A Hero vs An Anti-Hero vs A False Hero
In general, a hero is a protagonist who has predominantly ‘positive’ traits (e.g. he’s kind, wise, honourable, heroic, etc…). Examples of heroes include Aragorn from The Lord of the Rings, Eragon from The Inheritance Cycle, and Harry Potter from… well… Harry Potter.
Conversely, a while ago, in two blog posts, we defined an anti-hero. An anti-hero is a central protagonist/Point of View (POV) character, who (while engaging or admirable) has one or several typically ‘negative’ traits (i.e. he is a liar, a sociopath, a psychopath, etc…). Examples of anti-heroes include Lyra from Philip Pullman’s His Dark Materials Trilogy, Roland Deschain from Stephen King’s The Dark Tower series, and Jorg Ancrath from Mark Lawrence’s The Broken Empire Trilogy.
On the other hand, a false hero is not necessarily a hero or an anti-hero. In general, he can take one of two forms. Either he is a main character:
- Who gets killed off unexpectedly early on in the narrative; or
- At the end of the narrative (through a twist), the audience finds out that the ‘hero’ that they have been following all along is really an anti-hero or a villain.
Example 1 Of A Main Character That Gets Killed Off Early – Lord Eddard Stark
Lord Eddard Stark is the only Aragornian kind of hero in A Song of Ice & Fire. He is a good father, a caring lord, and an honourable man. When King Robert Baratheon comes to Winterfell to request that he be his Hand of the King, he obliges as duty demands it.
(That he then finds out that the Lannisters may have murdered his mentor, means that Lord Eddard’s reasons for going to the capital are noble. He wants to bring the perpetrators to justice, thereby making him even more honourable in the eyes of the viewers.)
However, Lord Eddard finds himself woefully out of his depth in the capital, due to the treachery at court. Subsequently, after King Robert dies, Lord Eddard is arrested for treason and, in a shocking twist, is publicly beheaded.
Example 2 Of A Main Character That Gets Killed Off – Marion Crane in Psycho
In Alfred Hitchcock’s iconic Psycho, Marion Crane (Janet Leigh) starts off the film as the central protagonist. She is not a particularly good person, though, as she is a thief.
Nevertheless, the most astonishing part about her character is that she is murdered a third of the way through the movie. Arguably, this makes her the archetypal false hero.

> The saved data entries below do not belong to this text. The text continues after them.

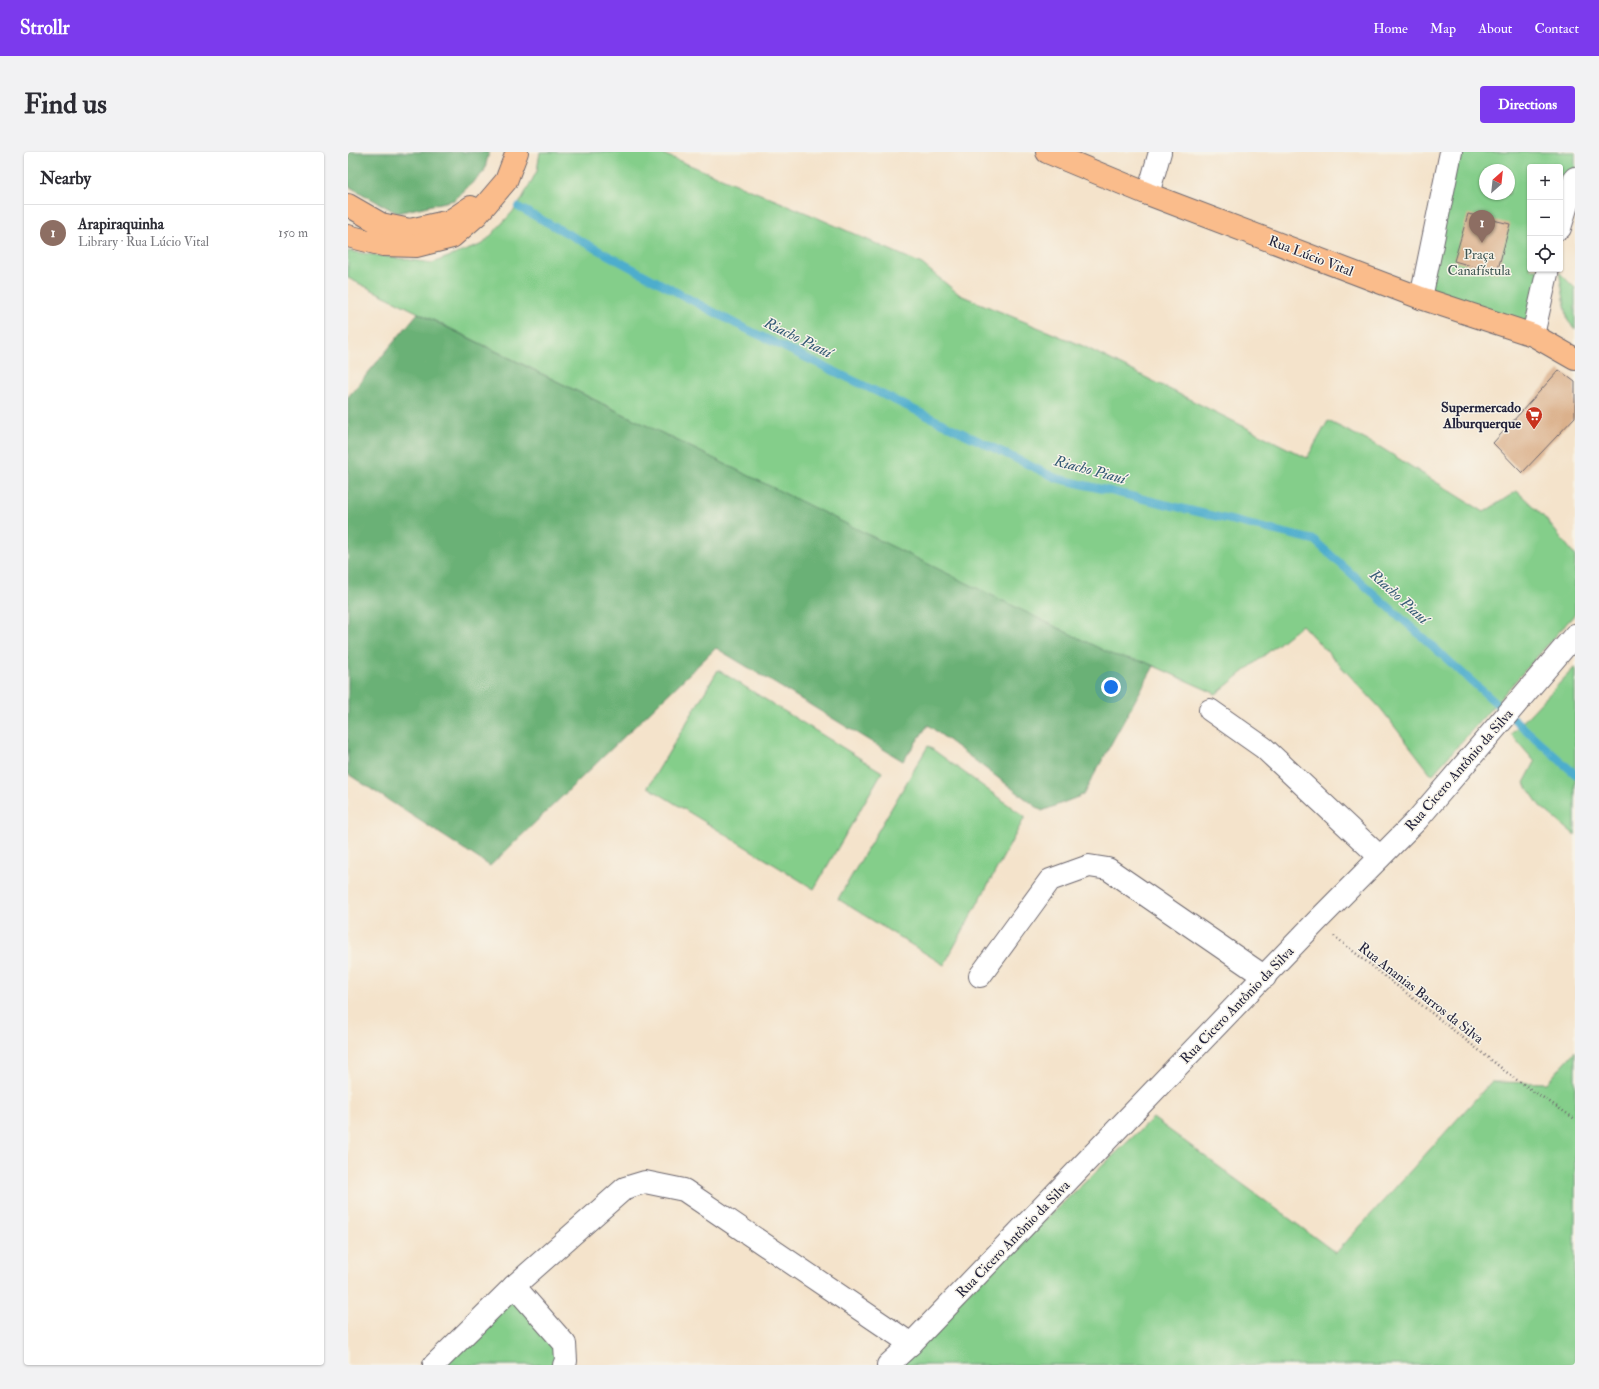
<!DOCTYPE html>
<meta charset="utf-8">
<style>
body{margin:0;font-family:"IM FELL Double Pica",serif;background:#f2f2f3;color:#2b2b33}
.controls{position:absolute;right:12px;top:12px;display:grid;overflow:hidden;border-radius:4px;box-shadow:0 1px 3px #0004}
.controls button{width:36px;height:36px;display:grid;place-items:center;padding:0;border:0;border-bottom:1px solid #e1e1e2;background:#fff;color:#2b2b33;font:20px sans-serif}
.compass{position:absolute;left:1131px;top:12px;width:36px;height:36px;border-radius:50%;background:#fff;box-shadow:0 1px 3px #0004;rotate:27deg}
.you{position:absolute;left:763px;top:535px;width:14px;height:14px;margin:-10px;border:3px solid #fff;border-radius:50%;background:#1a73e8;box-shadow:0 0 0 6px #1a73e833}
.badge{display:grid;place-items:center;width:26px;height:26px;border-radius:50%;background:#7c3aed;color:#fff;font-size:13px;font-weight:700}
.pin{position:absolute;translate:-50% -33px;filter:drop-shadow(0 1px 2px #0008)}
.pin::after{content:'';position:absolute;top:21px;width:14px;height:12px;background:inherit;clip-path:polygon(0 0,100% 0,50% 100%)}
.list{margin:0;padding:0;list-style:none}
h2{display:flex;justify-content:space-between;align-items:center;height:52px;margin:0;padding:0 16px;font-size:17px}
h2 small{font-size:13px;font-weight:400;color:#7c7c81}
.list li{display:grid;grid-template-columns:26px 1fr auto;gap:12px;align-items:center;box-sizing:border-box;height:56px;padding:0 16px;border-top:1px solid #e1e1e2}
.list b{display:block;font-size:15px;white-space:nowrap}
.list p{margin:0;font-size:13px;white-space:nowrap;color:#7c7c81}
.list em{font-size:13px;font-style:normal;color:#7c7c81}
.icon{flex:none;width:22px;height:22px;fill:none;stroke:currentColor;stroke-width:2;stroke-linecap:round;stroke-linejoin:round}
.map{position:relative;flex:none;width:1227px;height:1213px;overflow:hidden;border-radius:4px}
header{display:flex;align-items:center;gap:24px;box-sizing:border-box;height:56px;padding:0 20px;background:#7c3aed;color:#fff}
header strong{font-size:19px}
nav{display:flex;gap:22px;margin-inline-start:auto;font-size:14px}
.intro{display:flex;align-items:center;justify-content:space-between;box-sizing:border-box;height:96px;padding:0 24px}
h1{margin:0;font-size:28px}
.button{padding:10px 18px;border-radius:4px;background:#7c3aed;color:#fff;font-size:14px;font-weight:700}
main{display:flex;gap:24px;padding:0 24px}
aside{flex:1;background:#fff;border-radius:4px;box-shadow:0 1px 3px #0004}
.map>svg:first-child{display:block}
.green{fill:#84ce8a;stroke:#537862;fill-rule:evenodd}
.forest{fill:#6bb176;stroke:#466a58}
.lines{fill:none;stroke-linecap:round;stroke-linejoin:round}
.stream{stroke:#4eadcd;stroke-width:8}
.building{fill:#dbb18c}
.minor-casing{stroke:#6c666d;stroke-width:24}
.major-casing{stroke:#6c666d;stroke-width:24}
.path{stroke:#6c666d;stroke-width:2.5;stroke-dasharray:1 3;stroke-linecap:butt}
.minor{stroke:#fff;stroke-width:22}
.major{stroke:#fabc8b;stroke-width:22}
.labels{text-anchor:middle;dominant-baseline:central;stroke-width:3;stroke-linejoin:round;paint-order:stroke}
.park-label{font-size:14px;fill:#3f5653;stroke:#f7f3e8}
.street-label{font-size:14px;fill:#22223b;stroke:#f7f3e8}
.poi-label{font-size:14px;font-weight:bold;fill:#22223b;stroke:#f7f3e8;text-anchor:end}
.water-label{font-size:15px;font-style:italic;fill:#345a75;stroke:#f7f3e8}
</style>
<header>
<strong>Strollr</strong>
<nav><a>Home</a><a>Map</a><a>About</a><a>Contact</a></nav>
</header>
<div class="intro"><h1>Find us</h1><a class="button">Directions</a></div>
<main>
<aside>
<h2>Nearby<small></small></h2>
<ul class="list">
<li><span class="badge" style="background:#8d6e63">1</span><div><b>Arapiraquinha</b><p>Library · Rua Lúcio Vital</p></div><em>150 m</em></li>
</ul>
</aside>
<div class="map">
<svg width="1227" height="1213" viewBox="0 0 1227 1213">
<rect width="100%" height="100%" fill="#f7f3e8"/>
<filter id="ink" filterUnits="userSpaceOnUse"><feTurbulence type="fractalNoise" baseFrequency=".025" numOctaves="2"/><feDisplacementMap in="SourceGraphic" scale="8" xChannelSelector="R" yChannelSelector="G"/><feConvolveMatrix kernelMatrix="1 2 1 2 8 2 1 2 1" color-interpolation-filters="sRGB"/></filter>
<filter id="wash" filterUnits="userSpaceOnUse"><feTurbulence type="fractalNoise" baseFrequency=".012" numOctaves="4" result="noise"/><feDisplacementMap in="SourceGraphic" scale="16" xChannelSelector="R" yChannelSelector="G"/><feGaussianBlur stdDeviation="0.9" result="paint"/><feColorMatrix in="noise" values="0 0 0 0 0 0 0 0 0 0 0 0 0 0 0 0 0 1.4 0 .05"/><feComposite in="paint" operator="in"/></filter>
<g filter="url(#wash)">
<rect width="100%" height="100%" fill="#f4e3cb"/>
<g class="green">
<path d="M192,0H310L461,62L574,112L612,143L735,194L959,306L980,269L1032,295L1136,360L1169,339L1196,365L1227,403V462L1084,623L1033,557L954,473L868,542L797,510L765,504L0,126V99L84,111L135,92L170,54L189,19Z"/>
<path d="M1103,0H1227V34L1212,87V15H1182V117H1204L1185,183L1073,146ZM1137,18H1161V42H1137Z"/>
<path d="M1211,120L1227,136V177L1220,169Z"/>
<path d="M1227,515V683L1192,654L1176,631L1187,610L1163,582Z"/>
<path d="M370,518L534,620L466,737L300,635Z"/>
<path d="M580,594L677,665L596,813L490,747Z"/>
<path d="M1227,899V1213H543L805,966L988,1101L1143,930L1199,931Z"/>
<path d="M166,1134L217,1192L216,1213H86Z"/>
</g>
<g class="forest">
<path d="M0,0H141L136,20L106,48L49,61L0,34Z"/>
<path d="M70,161L765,503L797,510L806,514L735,643L694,659L580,573L555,609L368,496L142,714L0,622V245Z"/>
</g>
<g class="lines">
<path class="stream" d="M170,55L388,172L708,326L966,388L1227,622"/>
</g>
<g id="blocks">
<g class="building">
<path d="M1120,62L1162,72L1149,121L1106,109Z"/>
<path d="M1211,218L1227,230V265L1174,321L1145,291Z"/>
</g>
</g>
</g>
<g filter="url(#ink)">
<use href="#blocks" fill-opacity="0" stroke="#6c666d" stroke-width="1"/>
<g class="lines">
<g class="minor-casing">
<g id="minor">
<path d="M800,42L812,0"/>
<path d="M1212,76L1227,26"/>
<path d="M1073,146L1103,0"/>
<path d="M1185,183L1200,117"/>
<path d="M862,558L916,596L1032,705"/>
<path d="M632,824L702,728L741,714L760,717L917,825"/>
<path d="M166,1134L217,1192L218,1209L216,1213"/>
<path d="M86,1213L166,1134L277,1036L297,1030L336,1038L563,1192"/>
<path d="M540,1213L563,1192L968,770L1069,668L1227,483"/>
</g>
</g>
<g class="major-casing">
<g id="major">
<path d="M699,0L800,42L1073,146L1185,183L1227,207"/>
<path d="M0,53L33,72L62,78L102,69L123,55"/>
<path d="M0,84L35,93L68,94L104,85L129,63L158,29L169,0"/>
</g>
</g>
<path class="path" d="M986,784L1166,926L1227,967"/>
<use href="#minor" class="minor"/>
<use href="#major" class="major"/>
</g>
</g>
<defs>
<g id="supermarket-pin" transform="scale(0.9)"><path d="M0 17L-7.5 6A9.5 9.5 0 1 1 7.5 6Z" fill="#c8321e" stroke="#f7f3e8"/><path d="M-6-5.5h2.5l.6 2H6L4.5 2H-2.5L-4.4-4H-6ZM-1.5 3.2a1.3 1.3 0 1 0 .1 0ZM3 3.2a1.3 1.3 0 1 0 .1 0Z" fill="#fff"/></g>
</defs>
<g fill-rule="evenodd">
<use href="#supermarket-pin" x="1186" y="263"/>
</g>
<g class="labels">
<g class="park-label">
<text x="1131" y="102">Praça<tspan x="1131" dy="16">Canafístula</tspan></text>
</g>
<g class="street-label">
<text transform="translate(963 104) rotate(21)">Rua Lúcio Vital</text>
<text transform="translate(1111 618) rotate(-49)">Rua Cicero Antônio da Silva</text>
<text transform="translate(1073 841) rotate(38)">Rua Ananias Barros da Silva</text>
<text transform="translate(889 853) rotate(-46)">Rua Cicero Antônio da Silva</text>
<text transform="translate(665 1087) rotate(-46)">Rua Cicero Antônio da Silva</text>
</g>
<g class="poi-label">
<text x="1173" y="255">Supermercado<tspan x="1173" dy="16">Alburquerque</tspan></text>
</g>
<g class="water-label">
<text transform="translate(450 186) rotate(26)">Riacho Piauí</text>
<text transform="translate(742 318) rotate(15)">Riacho Piauí</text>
<text transform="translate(1051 445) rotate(42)">Riacho Piauí</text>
</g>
</g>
</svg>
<div class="controls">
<button>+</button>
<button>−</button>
<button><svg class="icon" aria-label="locate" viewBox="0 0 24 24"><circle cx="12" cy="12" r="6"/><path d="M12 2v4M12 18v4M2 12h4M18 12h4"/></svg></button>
</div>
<svg class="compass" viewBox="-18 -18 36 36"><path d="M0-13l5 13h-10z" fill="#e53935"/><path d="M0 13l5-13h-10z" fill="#7c7c81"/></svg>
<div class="you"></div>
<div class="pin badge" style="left:1134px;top:91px;background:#8d6e63">1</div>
</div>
</main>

Example 1 Of A Revelatory Twist At The End – The Drop
In the 2014 slow burning thriller The Drop, Bob (Tom Hardy) is a bartender at a low-key bar in Brooklyn, which is used as a ‘drop’ for contraband. This gives us the impression that Bob is a slightly shady character.
But after he finds a mutilated puppy in a bin and cares for it (plus finds companionship with Noomi Rapace’s Nadia), the audience sees him for what we think he is: an over-all good guy, who turns a blind eye to some illegal stuff.
However, Bob is not a good guy at all. Towards the end, we learn that Bob is really a brutal murderer, who lies to both the police and to Nadia.
Example 2 Of A Revelatory Twist At The End – There Will Be Blood
Throughout There Will Be Blood, Daniel Plainview (Daniel Day-Lewis) comes across as a fiercely competitive businessman, wanting to become an oil and metals tycoon in early-20th century America. While he may not be the most likeable character, he is a compelling protagonist and (seemingly) a good father to his young son and business partner, HW (at least before an accident causes him to become deaf).
At the end, however, Daniel shows the nastiness that has been hiding beneath his competitive nature. When HW asks Daniel to dissolve their partnership so that he can start his own business in Mexico, Daniel reacts with fury. Daniel deems HW’s desire to go his won as a betrayal. He sees it as nothing less than competition he has to beat. Plus, Daniel tells HW that he was never his son and that he was a “bastard from a basket,” which he used for business ends: to come across as a safe, family man in the eyes of those he did business with.
Furthermore, after Paul (Paul Dano), a local preacher, suggests that Daniel sell him back the rights to the property, Daniel shows his psychopathic nature when he taunts and then bludgeons him.
Thank you for reading this blog post on the two ways to write a false hero. I hope you have found it useful and interesting.